**What you have to do:**
Transcribe all of the data, leaving nothing out and changing nothing.

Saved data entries
○ ○ ○ ○ ○ ○ ○

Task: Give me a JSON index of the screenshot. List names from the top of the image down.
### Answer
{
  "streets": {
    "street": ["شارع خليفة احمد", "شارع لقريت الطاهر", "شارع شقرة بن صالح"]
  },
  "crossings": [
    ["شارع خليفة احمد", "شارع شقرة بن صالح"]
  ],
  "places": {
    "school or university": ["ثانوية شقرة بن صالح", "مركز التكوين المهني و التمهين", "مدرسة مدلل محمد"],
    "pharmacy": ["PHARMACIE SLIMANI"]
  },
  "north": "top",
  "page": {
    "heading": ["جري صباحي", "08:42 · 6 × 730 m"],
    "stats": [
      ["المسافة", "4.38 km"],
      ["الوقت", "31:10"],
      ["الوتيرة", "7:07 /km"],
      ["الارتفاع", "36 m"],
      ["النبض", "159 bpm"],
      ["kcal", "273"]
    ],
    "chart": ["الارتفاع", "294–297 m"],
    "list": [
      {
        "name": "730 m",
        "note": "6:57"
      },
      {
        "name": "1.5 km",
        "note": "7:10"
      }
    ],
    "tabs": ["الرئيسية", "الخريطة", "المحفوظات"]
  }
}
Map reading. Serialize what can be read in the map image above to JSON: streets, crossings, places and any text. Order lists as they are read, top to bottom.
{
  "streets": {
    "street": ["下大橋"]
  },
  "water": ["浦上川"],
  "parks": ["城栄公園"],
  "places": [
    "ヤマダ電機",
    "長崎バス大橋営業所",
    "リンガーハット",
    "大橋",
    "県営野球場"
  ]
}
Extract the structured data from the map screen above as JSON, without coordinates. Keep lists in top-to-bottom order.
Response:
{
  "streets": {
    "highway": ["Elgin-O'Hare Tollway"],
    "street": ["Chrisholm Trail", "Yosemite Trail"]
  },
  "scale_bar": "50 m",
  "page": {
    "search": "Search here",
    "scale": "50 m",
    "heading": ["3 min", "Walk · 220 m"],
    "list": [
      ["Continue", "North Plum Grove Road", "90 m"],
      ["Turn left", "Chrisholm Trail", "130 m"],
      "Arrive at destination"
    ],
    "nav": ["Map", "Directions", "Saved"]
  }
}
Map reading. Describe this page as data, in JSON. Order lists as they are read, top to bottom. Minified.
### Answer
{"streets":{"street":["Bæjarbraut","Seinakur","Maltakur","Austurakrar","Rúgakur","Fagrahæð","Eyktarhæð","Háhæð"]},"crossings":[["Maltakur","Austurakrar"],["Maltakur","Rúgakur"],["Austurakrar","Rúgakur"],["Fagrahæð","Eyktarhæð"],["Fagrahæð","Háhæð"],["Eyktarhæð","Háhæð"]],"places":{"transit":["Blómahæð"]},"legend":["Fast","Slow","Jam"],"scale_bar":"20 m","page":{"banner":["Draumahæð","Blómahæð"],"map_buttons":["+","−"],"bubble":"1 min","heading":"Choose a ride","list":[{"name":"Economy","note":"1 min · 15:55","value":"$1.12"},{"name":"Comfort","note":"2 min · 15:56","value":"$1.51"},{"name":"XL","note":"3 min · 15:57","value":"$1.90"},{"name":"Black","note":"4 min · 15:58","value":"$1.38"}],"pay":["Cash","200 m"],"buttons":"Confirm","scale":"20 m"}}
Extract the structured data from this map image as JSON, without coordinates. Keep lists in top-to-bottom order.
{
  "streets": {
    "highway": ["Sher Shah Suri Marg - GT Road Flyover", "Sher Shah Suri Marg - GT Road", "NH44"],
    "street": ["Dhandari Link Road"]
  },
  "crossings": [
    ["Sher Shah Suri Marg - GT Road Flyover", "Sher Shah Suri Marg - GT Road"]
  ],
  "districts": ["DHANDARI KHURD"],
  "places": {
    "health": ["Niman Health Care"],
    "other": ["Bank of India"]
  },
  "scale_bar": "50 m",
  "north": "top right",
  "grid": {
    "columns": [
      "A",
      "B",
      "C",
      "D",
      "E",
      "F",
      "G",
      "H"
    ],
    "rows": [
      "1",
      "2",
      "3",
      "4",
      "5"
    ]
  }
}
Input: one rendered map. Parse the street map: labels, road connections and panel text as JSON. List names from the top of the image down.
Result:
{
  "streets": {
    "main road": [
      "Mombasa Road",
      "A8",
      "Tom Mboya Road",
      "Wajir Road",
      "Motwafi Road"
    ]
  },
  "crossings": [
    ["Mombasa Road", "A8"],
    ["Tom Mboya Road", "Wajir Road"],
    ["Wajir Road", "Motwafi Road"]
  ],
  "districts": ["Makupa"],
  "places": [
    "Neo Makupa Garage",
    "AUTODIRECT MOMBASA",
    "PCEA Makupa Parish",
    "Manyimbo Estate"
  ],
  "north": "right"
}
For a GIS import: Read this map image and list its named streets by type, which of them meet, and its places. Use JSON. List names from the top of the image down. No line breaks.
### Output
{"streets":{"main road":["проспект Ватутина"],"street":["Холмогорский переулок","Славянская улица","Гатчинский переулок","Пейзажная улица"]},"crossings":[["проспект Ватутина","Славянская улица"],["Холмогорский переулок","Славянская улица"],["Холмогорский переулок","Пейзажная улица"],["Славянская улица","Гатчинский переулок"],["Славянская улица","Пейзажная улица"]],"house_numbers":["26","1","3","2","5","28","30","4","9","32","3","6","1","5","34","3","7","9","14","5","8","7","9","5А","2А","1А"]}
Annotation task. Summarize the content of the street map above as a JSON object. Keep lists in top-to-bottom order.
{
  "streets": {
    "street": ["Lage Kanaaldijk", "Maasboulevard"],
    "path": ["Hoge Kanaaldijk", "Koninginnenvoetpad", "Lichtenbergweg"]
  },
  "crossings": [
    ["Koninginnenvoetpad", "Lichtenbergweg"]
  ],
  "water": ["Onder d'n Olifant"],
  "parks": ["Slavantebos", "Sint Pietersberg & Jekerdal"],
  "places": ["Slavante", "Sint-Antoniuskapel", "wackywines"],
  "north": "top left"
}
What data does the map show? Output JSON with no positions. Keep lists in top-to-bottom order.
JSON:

○ ○ ○ ○ ○ ○ ○

**Solution to the exercise:**
Task: Give me a JSON index of the screenshot. List names from the top of the image down.
### Answer
{
  "streets": {
    "street": ["شارع خليفة احمد", "شارع لقريت الطاهر", "شارع شقرة بن صالح"]
  },
  "crossings": [
    ["شارع خليفة احمد", "شارع شقرة بن صالح"]
  ],
  "places": {
    "school or university": ["ثانوية شقرة بن صالح", "مركز التكوين المهني و التمهين", "مدرسة مدلل محمد"],
    "pharmacy": ["PHARMACIE SLIMANI"]
  },
  "north": "top",
  "page": {
    "heading": ["جري صباحي", "08:42 · 6 × 730 m"],
    "stats": [
      ["المسافة", "4.38 km"],
      ["الوقت", "31:10"],
      ["الوتيرة", "7:07 /km"],
      ["الارتفاع", "36 m"],
      ["النبض", "159 bpm"],
      ["kcal", "273"]
    ],
    "chart": ["الارتفاع", "294–297 m"],
    "list": [
      {
        "name": "730 m",
        "note": "6:57"
      },
      {
        "name": "1.5 km",
        "note": "7:10"
      }
    ],
    "tabs": ["الرئيسية", "الخريطة", "المحفوظات"]
  }
}
Map reading. Serialize what can be read in the map image above to JSON: streets, crossings, places and any text. Order lists as they are read, top to bottom.
{
  "streets": {
    "street": ["下大橋"]
  },
  "water": ["浦上川"],
  "parks": ["城栄公園"],
  "places": [
    "ヤマダ電機",
    "長崎バス大橋営業所",
    "リンガーハット",
    "大橋",
    "県営野球場"
  ]
}
Extract the structured data from the map screen above as JSON, without coordinates. Keep lists in top-to-bottom order.
Response:
{
  "streets": {
    "highway": ["Elgin-O'Hare Tollway"],
    "street": ["Chrisholm Trail", "Yosemite Trail"]
  },
  "scale_bar": "50 m",
  "page": {
    "search": "Search here",
    "scale": "50 m",
    "heading": ["3 min", "Walk · 220 m"],
    "list": [
      ["Continue", "North Plum Grove Road", "90 m"],
      ["Turn left", "Chrisholm Trail", "130 m"],
      "Arrive at destination"
    ],
    "nav": ["Map", "Directions", "Saved"]
  }
}
Map reading. Describe this page as data, in JSON. Order lists as they are read, top to bottom. Minified.
### Answer
{"streets":{"street":["Bæjarbraut","Seinakur","Maltakur","Austurakrar","Rúgakur","Fagrahæð","Eyktarhæð","Háhæð"]},"crossings":[["Maltakur","Austurakrar"],["Maltakur","Rúgakur"],["Austurakrar","Rúgakur"],["Fagrahæð","Eyktarhæð"],["Fagrahæð","Háhæð"],["Eyktarhæð","Háhæð"]],"places":{"transit":["Blómahæð"]},"legend":["Fast","Slow","Jam"],"scale_bar":"20 m","page":{"banner":["Draumahæð","Blómahæð"],"map_buttons":["+","−"],"bubble":"1 min","heading":"Choose a ride","list":[{"name":"Economy","note":"1 min · 15:55","value":"$1.12"},{"name":"Comfort","note":"2 min · 15:56","value":"$1.51"},{"name":"XL","note":"3 min · 15:57","value":"$1.90"},{"name":"Black","note":"4 min · 15:58","value":"$1.38"}],"pay":["Cash","200 m"],"buttons":"Confirm","scale":"20 m"}}
Extract the structured data from this map image as JSON, without coordinates. Keep lists in top-to-bottom order.
{
  "streets": {
    "highway": ["Sher Shah Suri Marg - GT Road Flyover", "Sher Shah Suri Marg - GT Road", "NH44"],
    "street": ["Dhandari Link Road"]
  },
  "crossings": [
    ["Sher Shah Suri Marg - GT Road Flyover", "Sher Shah Suri Marg - GT Road"]
  ],
  "districts": ["DHANDARI KHURD"],
  "places": {
    "health": ["Niman Health Care"],
    "other": ["Bank of India"]
  },
  "scale_bar": "50 m",
  "north": "top right",
  "grid": {
    "columns": [
      "A",
      "B",
      "C",
      "D",
      "E",
      "F",
      "G",
      "H"
    ],
    "rows": [
      "1",
      "2",
      "3",
      "4",
      "5"
    ]
  }
}
Input: one rendered map. Parse the street map: labels, road connections and panel text as JSON. List names from the top of the image down.
Result:
{
  "streets": {
    "main road": [
      "Mombasa Road",
      "A8",
      "Tom Mboya Road",
      "Wajir Road",
      "Motwafi Road"
    ]
  },
  "crossings": [
    ["Mombasa Road", "A8"],
    ["Tom Mboya Road", "Wajir Road"],
    ["Wajir Road", "Motwafi Road"]
  ],
  "districts": ["Makupa"],
  "places": [
    "Neo Makupa Garage",
    "AUTODIRECT MOMBASA",
    "PCEA Makupa Parish",
    "Manyimbo Estate"
  ],
  "north": "right"
}
For a GIS import: Read this map image and list its named streets by type, which of them meet, and its places. Use JSON. List names from the top of the image down. No line breaks.
### Output
{"streets":{"main road":["проспект Ватутина"],"street":["Холмогорский переулок","Славянская улица","Гатчинский переулок","Пейзажная улица"]},"crossings":[["проспект Ватутина","Славянская улица"],["Холмогорский переулок","Славянская улица"],["Холмогорский переулок","Пейзажная улица"],["Славянская улица","Гатчинский переулок"],["Славянская улица","Пейзажная улица"]],"house_numbers":["26","1","3","2","5","28","30","4","9","32","3","6","1","5","34","3","7","9","14","5","8","7","9","5А","2А","1А"]}
Annotation task. Summarize the content of the street map above as a JSON object. Keep lists in top-to-bottom order.
{
  "streets": {
    "street": ["Lage Kanaaldijk", "Maasboulevard"],
    "path": ["Hoge Kanaaldijk", "Koninginnenvoetpad", "Lichtenbergweg"]
  },
  "crossings": [
    ["Koninginnenvoetpad", "Lichtenbergweg"]
  ],
  "water": ["Onder d'n Olifant"],
  "parks": ["Slavantebos", "Sint Pietersberg & Jekerdal"],
  "places": ["Slavante", "Sint-Antoniuskapel", "wackywines"],
  "north": "top left"
}
What data does the map show? Output JSON with no positions. Keep lists in top-to-bottom order.
JSON:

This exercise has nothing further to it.